Evet, TÜSİAD tartışmaları dolayısıyla bir de '5'li Çete' konuları geliverdi konuya.. Bunlar, TİSK, (İşveren sendikaları), TESK, (Esnaf ve sanatkârlar), DİSK (Devrimci İşçi Sendikaları) konfederasyonları ve TOBB (Odalar ve Borsalar Birliği) ve TÜRKİŞ idiler.
Bunlardan TİSK'in başkanı olan Refik Baydur'un yazdığı 'Bizim Çete' isimli kitapta, bu gibi güç odaklarının, darbeci güçleri ve medyayı da destekleyerek seçim yoluyla gelen iktidarları nasıl zorladıkları çok düşündürücü şekilde etraflıca anlatılmıştır. O zamanlar henüz TÜSİAD yoktu.. Ama, bir Zenginler Kulübü, hep vardı, resmî olmayan şekilde.. Resmen kurulduklarında da, direkt olarak müdahale ediyorlardı, ülke idaresine, askerlerin gölgesinde.. Onların hele de 1970'li yılların ortasından itibaren, bütün hükûmetleri özellikle ekonomik açıdan baskı altına alıyorlardı.. 1997'de ise, başta medya ve F.G. Hareketi ve diğer sosyo-ekonomik unsurların elbirliğiyle desteklenen darbeci askerlerin muhtırası ve MGK'nın tavsiye denilen kararlarıyla Erbakan'ı, başbakanlığının henüz 8'inci ayında nasıl baskıya aldıkları ve 1. yılı dolmak üzereyken, nasıl uzaklaştırdıkları ve bütün bunların arkasında, o '5'li Çete'nin ve TÜSİAD'ın örtülü işbirliği bilinmektedir.

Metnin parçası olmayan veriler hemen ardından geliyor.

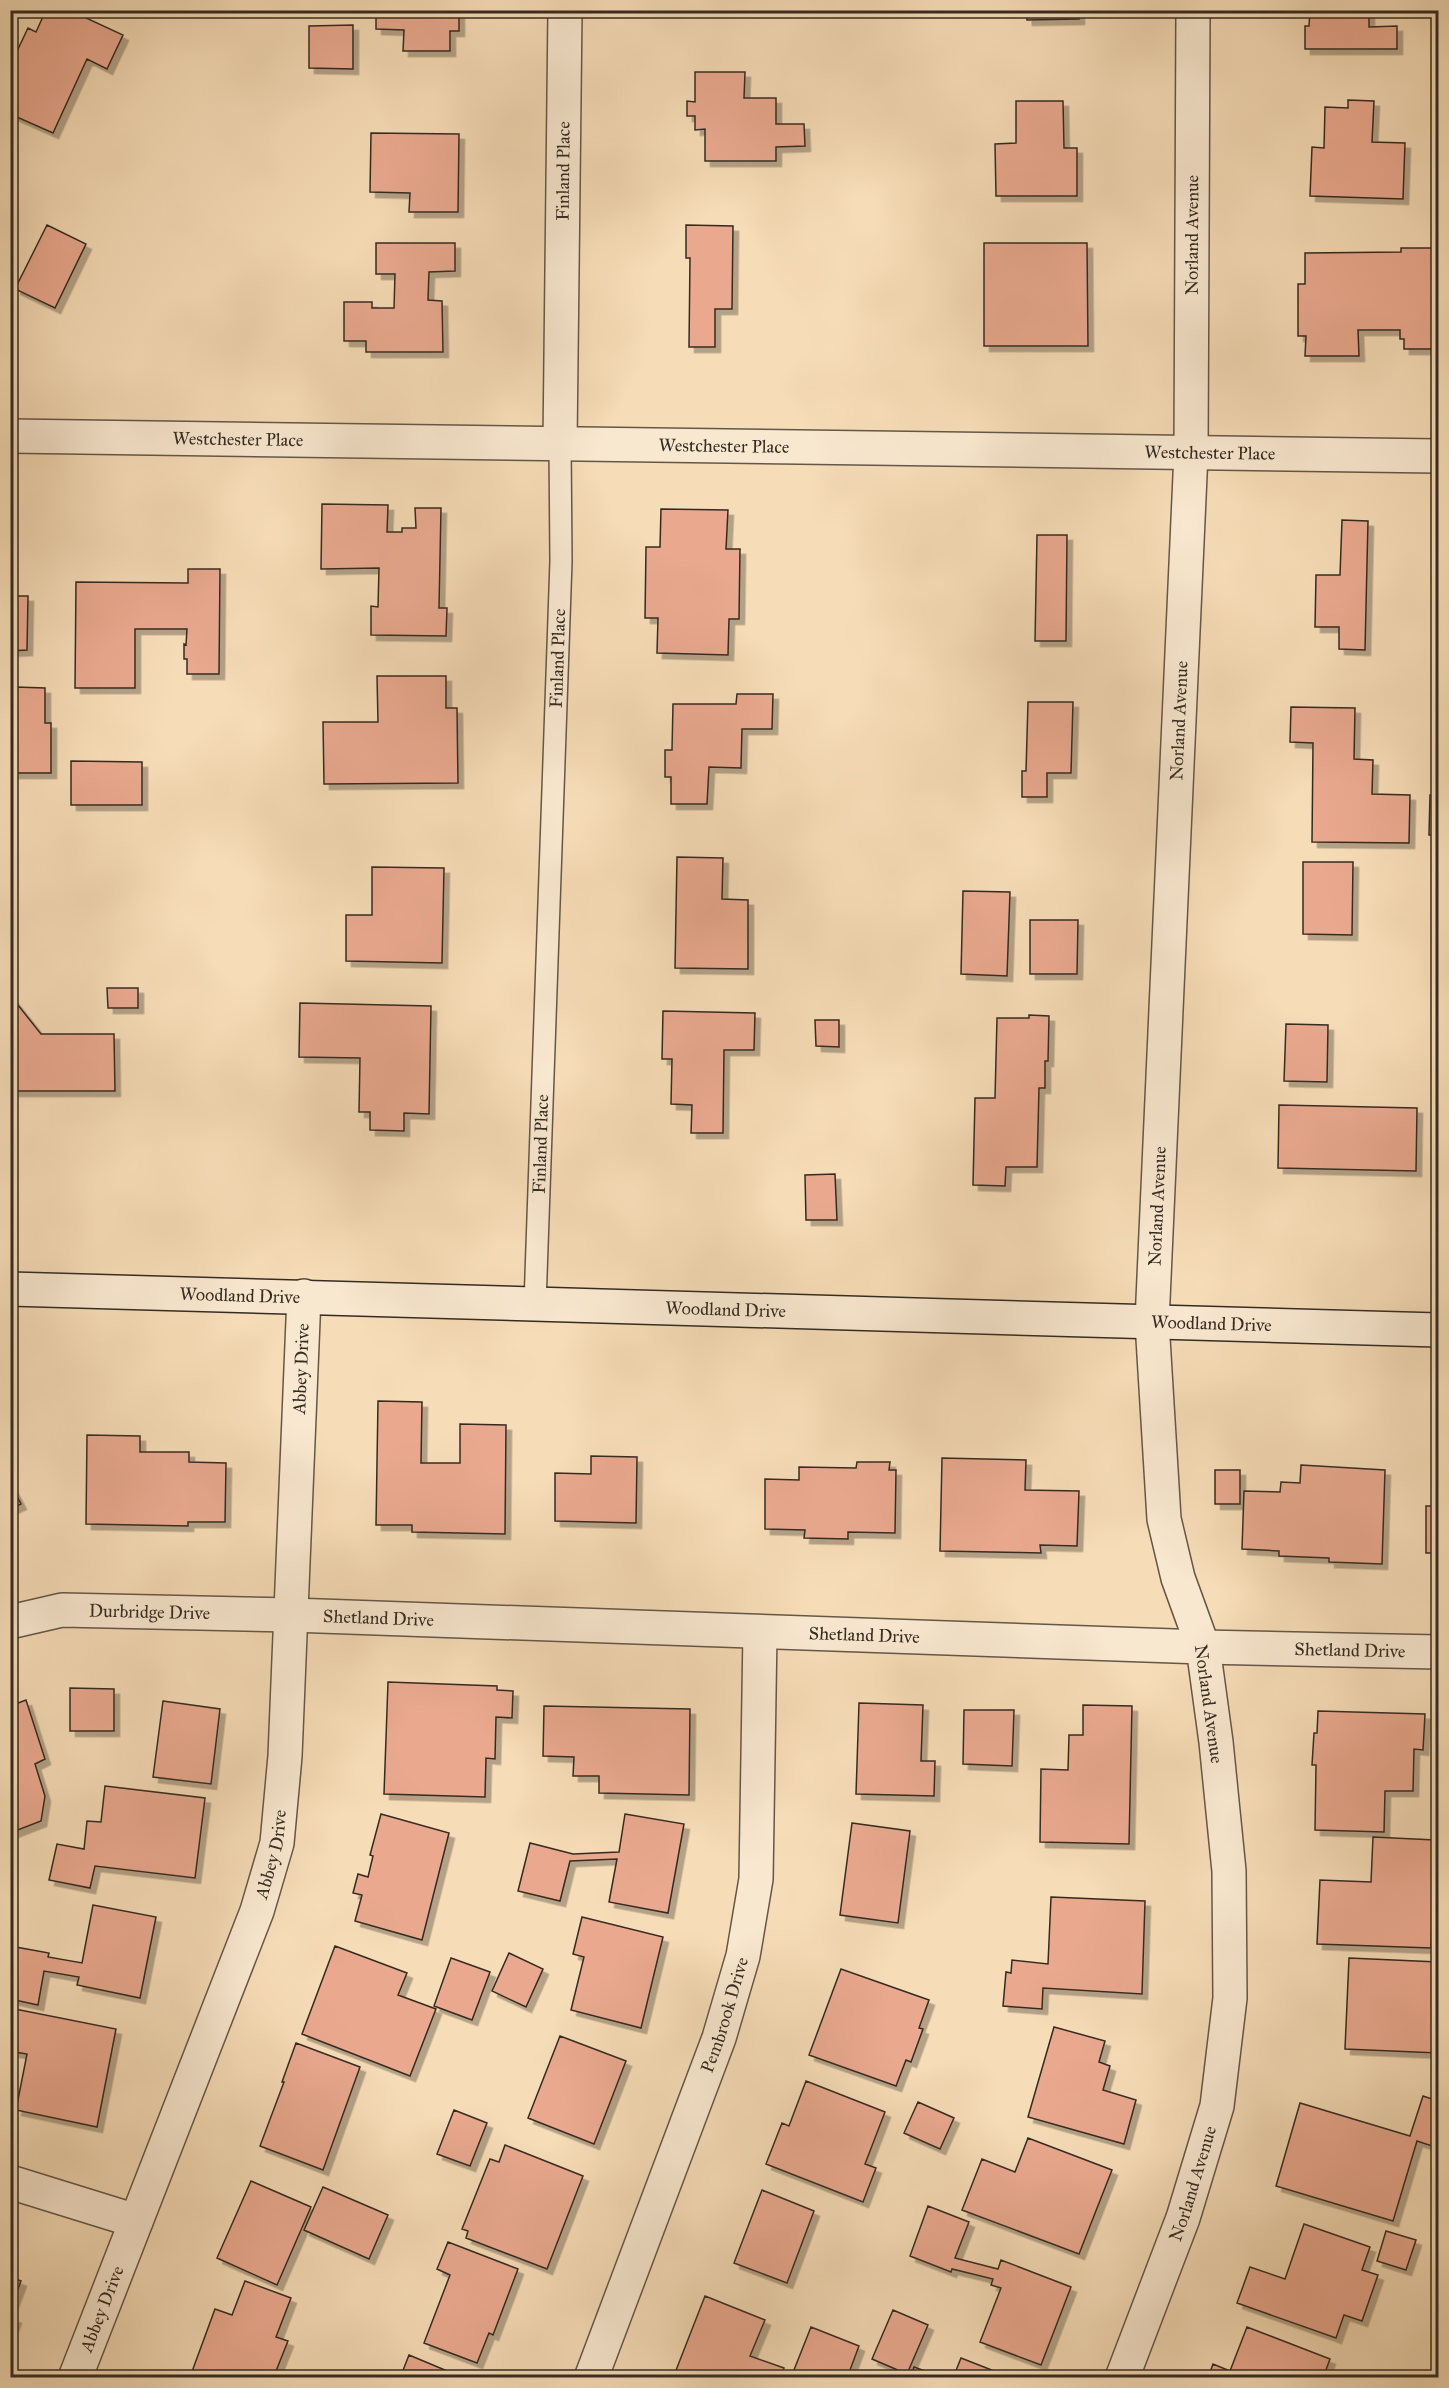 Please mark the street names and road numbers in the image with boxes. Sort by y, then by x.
street label: Finland Place [552,121,575,221]
street label: Norland Avenue [1181,175,1203,295]
street label: Westchester Place [172,427,304,451]
street label: Westchester Place [658,434,790,458]
street label: Westchester Place [1144,441,1275,465]
street label: Finland Place [545,608,570,709]
street label: Norland Avenue [1165,660,1193,781]
street label: Finland Place [528,1094,553,1194]
street label: Norland Avenue [1144,1146,1171,1267]
street label: Woodland Drive [179,1283,301,1308]
street label: Woodland Drive [665,1297,786,1322]
street label: Woodland Drive [1151,1311,1272,1336]
street label: Abbey Drive [288,1323,314,1416]
street label: Durbridge Drive [89,1600,210,1624]
street label: Shetland Drive [323,1605,434,1631]
street label: Shetland Drive [808,1622,920,1648]
street label: Shetland Drive [1294,1638,1406,1662]
street label: Norland Avenue [1190,1643,1228,1765]
street label: Abbey Drive [250,1809,291,1902]
street label: Pembrook Drive [696,1955,753,2076]
street label: Norland Avenue [1164,2123,1221,2245]
street label: Abbey Drive [75,2263,129,2356]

TÜSİAD'ın son olarak kalkıştıkları yeni bir iktidar oyunu oynama hevesine, Başkan Erdoğan'ın verdiği müthiş cevap, onları uyandırmış olmalıdır.. Ama, onların da, hemen, Borsa oyunlarına, düşüşlere, ekonomik güvensizlik oluşturmaya çalıştıkları ve kendi alanlarında 'yeşil ışık' yaktıkları yolundaki iddialar üzerinde durulmalıdır..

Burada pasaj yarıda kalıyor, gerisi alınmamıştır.